*** DATASET EXCERPTS Section Begins ***

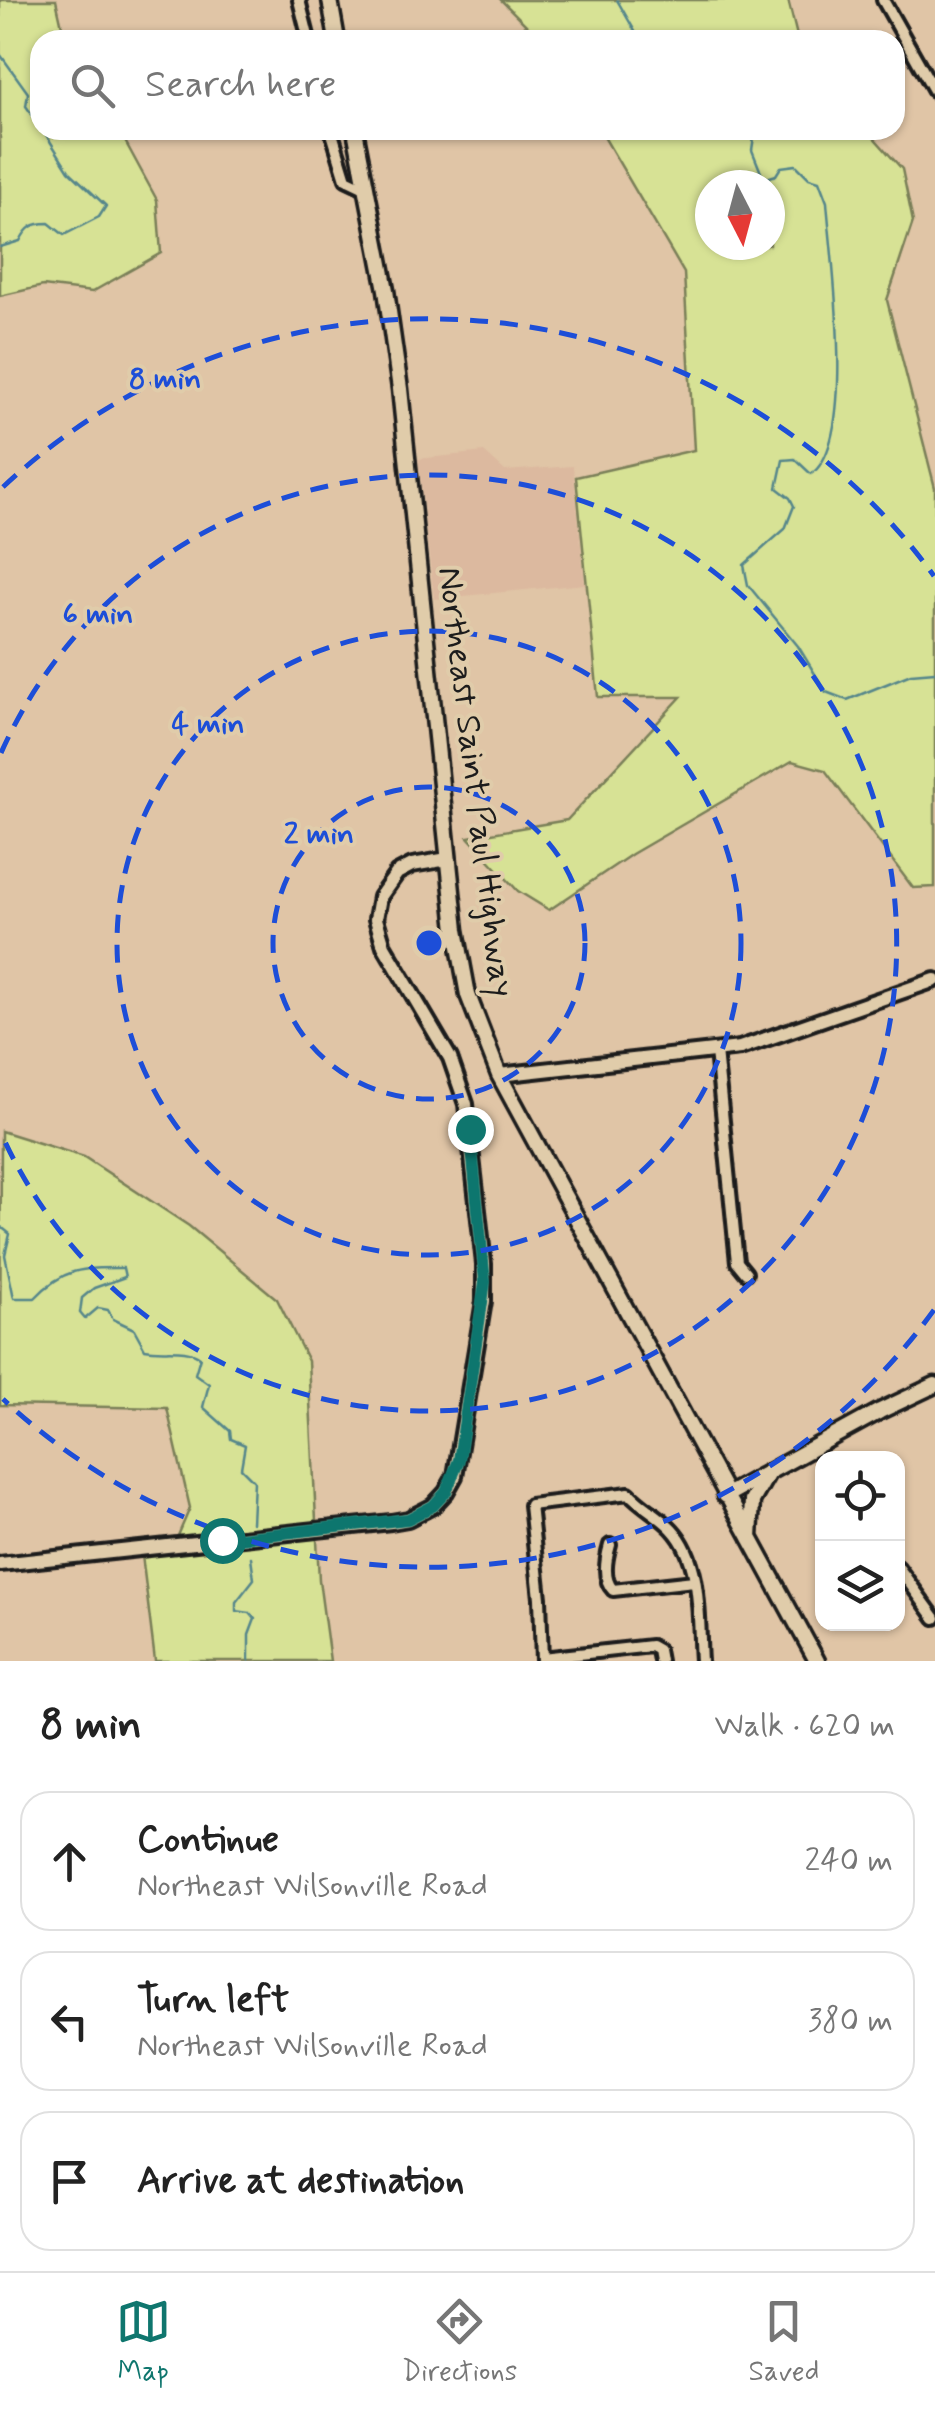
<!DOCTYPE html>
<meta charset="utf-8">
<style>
:root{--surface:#fff;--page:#f6f6f6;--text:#222;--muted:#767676;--line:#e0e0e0;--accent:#0f766e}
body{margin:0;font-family:Mynerve,sans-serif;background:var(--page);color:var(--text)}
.controls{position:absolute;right:30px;bottom:30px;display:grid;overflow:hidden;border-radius:20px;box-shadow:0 2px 8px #0004}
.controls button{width:90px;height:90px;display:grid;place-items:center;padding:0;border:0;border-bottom:2px solid var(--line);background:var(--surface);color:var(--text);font:50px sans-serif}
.compass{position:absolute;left:695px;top:170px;width:90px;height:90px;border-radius:50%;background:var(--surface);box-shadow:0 2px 8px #0004;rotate:174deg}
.stop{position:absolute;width:30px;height:30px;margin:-22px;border:8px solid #0f766e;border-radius:50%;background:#fff}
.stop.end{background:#0f766e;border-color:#fff;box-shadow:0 2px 10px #0008}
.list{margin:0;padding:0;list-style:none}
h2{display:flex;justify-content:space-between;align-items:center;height:130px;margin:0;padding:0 40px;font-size:42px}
h2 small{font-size:32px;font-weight:400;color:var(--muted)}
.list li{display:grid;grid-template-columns:65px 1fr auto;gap:30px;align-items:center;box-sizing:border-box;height:140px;margin:0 20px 20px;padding:0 20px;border:2px solid var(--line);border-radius:30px}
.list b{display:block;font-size:38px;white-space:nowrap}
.list p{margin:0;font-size:32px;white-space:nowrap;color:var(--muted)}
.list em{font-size:32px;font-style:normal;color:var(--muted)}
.icon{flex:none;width:55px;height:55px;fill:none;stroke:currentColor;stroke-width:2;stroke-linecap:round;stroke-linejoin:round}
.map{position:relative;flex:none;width:935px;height:1661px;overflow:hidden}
.search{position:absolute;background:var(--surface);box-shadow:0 2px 8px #0004;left:30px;right:30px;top:30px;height:110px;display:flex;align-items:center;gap:25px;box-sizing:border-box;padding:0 35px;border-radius:30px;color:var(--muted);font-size:38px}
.sheet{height:610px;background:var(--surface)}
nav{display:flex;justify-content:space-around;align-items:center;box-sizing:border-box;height:140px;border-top:2px solid var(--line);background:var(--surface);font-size:28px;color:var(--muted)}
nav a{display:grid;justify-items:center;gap:5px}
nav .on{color:var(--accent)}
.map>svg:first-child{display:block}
.built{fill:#dcb99f}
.green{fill:#d7e295;stroke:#7a7f58;stroke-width:2.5;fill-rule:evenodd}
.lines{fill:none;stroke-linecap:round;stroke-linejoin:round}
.stream{stroke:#55868b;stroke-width:2.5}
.minor-casing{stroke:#1c1c1c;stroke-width:18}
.major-casing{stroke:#1c1c1c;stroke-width:20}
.highway-casing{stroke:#1c1c1c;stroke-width:21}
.minor{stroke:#e0ccaa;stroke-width:10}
.major{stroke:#e0ccaa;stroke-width:12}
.highway{stroke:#e0ccaa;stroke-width:14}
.route{stroke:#0f766e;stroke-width:12}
.ring{fill:none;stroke:#1d4ed8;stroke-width:5;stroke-dasharray:18 12}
.labels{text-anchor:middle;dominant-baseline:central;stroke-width:8;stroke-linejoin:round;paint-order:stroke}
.street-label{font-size:35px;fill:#1c1c1c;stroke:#e0ccaa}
.centre{fill:#1d4ed8;stroke:#e0ccaa;stroke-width:5}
.ring-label{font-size:30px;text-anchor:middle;font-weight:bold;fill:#1d4ed8;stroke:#e0ccaa;stroke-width:8;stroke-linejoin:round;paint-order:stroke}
</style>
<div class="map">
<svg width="935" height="1661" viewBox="0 0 935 1661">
<rect width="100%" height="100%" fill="#e0c5a6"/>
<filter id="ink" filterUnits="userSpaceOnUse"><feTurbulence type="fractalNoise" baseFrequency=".01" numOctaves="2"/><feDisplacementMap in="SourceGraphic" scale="20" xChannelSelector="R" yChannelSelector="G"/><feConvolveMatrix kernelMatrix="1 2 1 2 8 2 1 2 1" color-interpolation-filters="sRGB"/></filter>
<g filter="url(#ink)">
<path class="built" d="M484,452L505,471L573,466L585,584L434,599L418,459Z"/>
<path class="green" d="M0,0H56L65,40H40V130H119L157,200L161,253L92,292L43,286L0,296Z
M501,0H788L798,40H541Z
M600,130H862L868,131L902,169L913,222L887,300L935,488V887L913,888L825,770L792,761L632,854L549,910L518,891L468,837L567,820L681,697H598L576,477L694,450L684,273ZM710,185H770V245H710Z
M1,1131L84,1157L189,1226L277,1299L308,1361L319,1580L330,1661H155L142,1555L171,1552L190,1508L167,1408L0,1405Z"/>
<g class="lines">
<path class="stream" d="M617,0L640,40
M0,54L28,93L26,106L40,126
M755,130L752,150L762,175L767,178L776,175L781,167L796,165L809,178L819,181L827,202C831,257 858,443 811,474L795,459L783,460L777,488L790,498L794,506L785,529L744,565L748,585L798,646L826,692L847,700L911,674L935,672
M0,247L20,241C27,227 33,223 49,223L64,235L99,217L106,206L69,171L43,130
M0,1226L10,1234L5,1255L14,1298H35C64,1267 84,1268 123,1268L125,1277L94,1288L82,1298L80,1313L85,1319L98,1308L108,1310L113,1319L134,1329L145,1349C163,1353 185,1346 200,1357L195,1374L209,1384L203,1407L230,1431L231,1439L245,1445L241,1468L254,1481L252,1523
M249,1661V1635L255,1619L250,1613L236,1611V1602L254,1579L251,1557"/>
<g class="minor-casing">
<path id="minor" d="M299,0L309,40
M883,0L935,92
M331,130L346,179L367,189
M716,1051L737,1262L746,1273
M610,1545C606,1559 602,1579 613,1590L694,1581
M898,1567L935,1618
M542,1658L651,1646L658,1650L660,1661
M542,1661L540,1598L530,1505L629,1493C642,1507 659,1515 672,1529C703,1562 698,1620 701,1661"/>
</g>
<g class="major-casing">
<path id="major" d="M499,1075L740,1048L935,980
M0,1564L391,1522L408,1519L433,1506L446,1492L455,1476L484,1301V1264L466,1104L450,1058L384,946L376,919L380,897L397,873L412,865L448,859"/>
</g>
<g class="highway-casing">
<path id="highway" d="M330,0L337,40
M355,130L386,290L400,389L456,930L468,995L499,1075L817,1661
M725,1496L880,1411L935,1385
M750,1538L752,1501L768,1473"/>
</g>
<use href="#minor" class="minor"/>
<use href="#major" class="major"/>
<use href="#highway" class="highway"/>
</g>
</g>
<g class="lines" filter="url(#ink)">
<path class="route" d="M222,1540L408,1519L433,1506L446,1492L459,1460L485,1282L470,1129"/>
</g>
<g class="ring">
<circle cx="429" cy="943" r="156"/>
<circle cx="429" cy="943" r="312"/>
<path d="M1 753A468 468 0 1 1 1 1133"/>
<path d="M934 1310A624 624 0 0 1 3 1399M3 487A624 624 0 0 1 934 576"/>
</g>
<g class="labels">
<g class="street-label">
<text transform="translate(475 782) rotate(83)">Northeast Saint Paul Highway</text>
</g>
</g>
<circle cx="429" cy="943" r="15" class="centre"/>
<g class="ring-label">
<text x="165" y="388">8 min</text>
<text x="98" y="623">6 min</text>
<text x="208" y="733">4 min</text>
<text x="319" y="843">2 min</text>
</g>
</svg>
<div class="controls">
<button><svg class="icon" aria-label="locate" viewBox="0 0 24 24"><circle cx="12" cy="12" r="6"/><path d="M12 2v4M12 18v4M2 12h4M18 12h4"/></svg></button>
<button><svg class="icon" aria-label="layers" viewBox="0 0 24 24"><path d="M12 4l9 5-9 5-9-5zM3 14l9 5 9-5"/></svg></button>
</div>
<svg class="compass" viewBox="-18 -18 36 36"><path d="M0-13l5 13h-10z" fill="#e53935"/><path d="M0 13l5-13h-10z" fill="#767676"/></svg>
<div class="stop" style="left:222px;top:1540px"></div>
<div class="stop end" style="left:470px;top:1129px"></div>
<div class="search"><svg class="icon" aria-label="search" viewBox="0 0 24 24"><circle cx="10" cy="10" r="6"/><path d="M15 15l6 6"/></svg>Search here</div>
</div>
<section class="sheet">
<h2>8 min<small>Walk · 620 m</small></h2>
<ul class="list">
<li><svg class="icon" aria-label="ahead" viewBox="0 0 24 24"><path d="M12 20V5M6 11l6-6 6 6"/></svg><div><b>Continue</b><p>Northeast Wilsonville Road</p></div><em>240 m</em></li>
<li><svg class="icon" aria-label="left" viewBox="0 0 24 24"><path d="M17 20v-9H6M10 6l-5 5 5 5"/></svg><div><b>Turn left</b><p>Northeast Wilsonville Road</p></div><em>380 m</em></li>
<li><svg class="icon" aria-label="arrive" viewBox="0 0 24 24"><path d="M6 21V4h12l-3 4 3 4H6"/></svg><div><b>Arrive at destination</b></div></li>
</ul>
</section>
<nav>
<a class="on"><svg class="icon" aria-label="map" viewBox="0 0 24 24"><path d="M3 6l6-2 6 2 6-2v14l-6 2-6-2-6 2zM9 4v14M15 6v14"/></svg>Map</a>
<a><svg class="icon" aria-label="directions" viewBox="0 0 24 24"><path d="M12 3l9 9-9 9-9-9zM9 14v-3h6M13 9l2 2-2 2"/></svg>Directions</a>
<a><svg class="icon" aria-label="saved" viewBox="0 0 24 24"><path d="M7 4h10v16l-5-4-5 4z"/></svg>Saved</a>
</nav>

*** DATASET EXCERPTS Section Ends ***

**DIRECTIONS**.
Show the lines above that have the word "bottom".

**WRITTEN ANSWER**.
.controls{position:absolute;right:30px;bottom:30px;display:grid;overflow:hidden;border-radius:20px;box-shadow:0 2px 8px #0004}
.controls button{width:90px;height:90px;display:grid;place-items:center;padding:0;border:0;border-bottom:2px solid var(--line);background:var(--surface);color:var(--text);font:50px sans-serif}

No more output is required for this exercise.